---- Dataset extract

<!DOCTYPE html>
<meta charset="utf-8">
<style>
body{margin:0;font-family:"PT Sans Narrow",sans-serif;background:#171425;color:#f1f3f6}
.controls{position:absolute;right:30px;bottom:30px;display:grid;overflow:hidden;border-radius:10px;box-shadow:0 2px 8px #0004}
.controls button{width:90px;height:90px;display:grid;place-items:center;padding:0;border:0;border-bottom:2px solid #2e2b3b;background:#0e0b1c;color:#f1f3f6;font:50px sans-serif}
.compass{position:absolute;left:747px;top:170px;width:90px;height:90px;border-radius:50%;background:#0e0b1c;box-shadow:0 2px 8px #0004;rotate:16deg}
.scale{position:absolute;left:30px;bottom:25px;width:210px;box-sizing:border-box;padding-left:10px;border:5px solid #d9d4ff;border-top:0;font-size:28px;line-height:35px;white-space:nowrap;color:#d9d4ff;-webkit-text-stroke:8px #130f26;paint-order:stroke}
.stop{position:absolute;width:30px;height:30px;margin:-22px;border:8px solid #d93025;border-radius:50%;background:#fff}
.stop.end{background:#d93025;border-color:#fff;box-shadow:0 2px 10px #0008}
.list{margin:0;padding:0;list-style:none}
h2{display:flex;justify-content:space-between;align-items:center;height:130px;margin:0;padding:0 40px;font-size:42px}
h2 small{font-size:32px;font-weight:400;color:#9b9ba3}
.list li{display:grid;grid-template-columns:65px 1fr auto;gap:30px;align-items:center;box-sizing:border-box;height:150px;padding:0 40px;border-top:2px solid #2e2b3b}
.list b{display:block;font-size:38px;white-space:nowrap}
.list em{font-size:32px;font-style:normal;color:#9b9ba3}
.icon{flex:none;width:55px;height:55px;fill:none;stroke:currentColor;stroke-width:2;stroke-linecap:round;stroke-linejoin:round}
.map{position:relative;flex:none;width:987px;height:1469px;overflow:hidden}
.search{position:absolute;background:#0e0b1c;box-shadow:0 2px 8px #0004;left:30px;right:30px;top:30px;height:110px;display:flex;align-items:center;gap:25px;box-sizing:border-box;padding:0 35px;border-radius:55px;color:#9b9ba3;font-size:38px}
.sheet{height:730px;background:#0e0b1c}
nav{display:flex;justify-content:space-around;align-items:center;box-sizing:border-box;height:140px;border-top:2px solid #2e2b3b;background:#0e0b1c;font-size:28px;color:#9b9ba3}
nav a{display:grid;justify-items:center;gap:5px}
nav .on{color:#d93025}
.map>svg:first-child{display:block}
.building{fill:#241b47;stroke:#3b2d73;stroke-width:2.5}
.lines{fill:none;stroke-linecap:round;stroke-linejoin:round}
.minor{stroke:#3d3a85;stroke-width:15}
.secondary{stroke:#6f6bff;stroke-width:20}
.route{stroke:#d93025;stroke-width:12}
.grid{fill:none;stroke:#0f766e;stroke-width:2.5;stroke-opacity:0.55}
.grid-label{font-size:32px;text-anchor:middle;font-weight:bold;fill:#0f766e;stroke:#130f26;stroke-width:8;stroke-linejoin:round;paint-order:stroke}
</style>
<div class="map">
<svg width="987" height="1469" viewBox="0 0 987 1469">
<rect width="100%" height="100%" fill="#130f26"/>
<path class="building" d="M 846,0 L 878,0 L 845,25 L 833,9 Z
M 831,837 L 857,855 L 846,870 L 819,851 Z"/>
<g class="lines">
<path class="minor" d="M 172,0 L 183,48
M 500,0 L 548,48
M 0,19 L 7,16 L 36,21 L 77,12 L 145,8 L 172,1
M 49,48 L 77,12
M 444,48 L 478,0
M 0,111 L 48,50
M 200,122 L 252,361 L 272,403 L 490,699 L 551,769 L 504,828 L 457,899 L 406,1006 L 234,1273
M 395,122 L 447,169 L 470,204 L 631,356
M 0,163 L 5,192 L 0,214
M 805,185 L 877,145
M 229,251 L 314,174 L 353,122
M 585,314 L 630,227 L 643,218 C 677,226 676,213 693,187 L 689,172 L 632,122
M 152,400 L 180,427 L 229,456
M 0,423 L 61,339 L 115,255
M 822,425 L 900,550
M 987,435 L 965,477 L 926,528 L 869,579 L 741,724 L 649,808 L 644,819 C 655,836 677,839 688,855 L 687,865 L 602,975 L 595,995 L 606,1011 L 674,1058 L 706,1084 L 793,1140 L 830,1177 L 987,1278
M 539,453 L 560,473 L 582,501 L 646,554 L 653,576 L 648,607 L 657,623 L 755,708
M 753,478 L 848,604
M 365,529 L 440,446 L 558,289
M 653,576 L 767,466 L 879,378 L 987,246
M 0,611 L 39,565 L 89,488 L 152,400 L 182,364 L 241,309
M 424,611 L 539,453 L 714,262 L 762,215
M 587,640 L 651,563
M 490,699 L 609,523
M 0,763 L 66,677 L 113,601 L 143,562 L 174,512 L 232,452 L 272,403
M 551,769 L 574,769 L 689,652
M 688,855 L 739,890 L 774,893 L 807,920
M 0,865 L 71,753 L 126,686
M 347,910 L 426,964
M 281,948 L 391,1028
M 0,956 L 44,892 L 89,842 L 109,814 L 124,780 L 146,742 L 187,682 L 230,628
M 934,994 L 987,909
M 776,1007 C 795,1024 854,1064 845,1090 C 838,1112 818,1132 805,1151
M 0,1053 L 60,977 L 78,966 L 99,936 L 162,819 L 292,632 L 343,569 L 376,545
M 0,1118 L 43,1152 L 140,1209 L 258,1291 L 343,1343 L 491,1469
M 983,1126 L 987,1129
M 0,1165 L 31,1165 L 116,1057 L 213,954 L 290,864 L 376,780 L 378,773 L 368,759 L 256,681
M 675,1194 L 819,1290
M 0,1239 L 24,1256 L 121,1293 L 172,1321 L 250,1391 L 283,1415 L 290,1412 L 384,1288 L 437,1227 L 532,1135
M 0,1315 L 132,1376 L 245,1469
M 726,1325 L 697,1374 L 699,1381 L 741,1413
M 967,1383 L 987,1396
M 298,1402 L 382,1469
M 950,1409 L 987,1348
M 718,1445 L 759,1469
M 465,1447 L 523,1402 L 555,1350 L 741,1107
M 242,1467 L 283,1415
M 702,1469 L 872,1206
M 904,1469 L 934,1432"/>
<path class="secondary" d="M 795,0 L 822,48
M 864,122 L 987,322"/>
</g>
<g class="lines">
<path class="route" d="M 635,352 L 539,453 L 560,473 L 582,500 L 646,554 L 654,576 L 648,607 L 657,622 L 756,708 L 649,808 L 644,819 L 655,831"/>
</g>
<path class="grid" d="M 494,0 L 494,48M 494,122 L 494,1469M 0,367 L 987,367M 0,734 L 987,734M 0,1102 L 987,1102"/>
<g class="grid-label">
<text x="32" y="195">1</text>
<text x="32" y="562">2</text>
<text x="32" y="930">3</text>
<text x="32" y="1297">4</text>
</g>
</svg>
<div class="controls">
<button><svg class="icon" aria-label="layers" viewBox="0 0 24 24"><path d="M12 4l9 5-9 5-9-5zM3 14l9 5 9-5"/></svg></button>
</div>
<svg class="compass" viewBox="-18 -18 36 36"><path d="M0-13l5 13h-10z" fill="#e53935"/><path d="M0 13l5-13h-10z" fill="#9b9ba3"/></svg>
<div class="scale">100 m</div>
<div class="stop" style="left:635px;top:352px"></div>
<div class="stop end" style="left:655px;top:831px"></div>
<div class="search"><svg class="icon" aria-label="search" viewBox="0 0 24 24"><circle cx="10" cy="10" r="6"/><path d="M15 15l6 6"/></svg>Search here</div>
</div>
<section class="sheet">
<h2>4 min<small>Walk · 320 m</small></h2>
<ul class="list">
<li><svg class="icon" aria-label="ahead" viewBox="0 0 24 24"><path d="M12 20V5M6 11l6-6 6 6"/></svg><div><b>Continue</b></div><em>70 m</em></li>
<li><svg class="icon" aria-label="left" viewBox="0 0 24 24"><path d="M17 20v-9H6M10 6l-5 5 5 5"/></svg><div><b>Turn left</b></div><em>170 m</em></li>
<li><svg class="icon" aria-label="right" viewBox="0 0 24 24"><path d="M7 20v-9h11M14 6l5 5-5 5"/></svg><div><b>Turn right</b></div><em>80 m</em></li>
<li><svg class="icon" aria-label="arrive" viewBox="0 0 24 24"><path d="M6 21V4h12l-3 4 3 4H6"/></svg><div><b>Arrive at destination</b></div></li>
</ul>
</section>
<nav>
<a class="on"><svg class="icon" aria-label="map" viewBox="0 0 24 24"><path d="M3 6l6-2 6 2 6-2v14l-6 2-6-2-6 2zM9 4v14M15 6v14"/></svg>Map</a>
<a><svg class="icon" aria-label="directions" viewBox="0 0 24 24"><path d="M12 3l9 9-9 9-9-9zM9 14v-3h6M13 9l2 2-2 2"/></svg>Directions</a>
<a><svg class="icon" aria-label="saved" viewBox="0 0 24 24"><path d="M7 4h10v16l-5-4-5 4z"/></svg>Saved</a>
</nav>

--------

## Activity
Whenever a line above contains "controls", copy that line.

## Answer area
.controls{position:absolute;right:30px;bottom:30px;display:grid;overflow:hidden;border-radius:10px;box-shadow:0 2px 8px #0004}
.controls button{width:90px;height:90px;display:grid;place-items:center;padding:0;border:0;border-bottom:2px solid #2e2b3b;background:#0e0b1c;color:#f1f3f6;font:50px sans-serif}
<div class="controls">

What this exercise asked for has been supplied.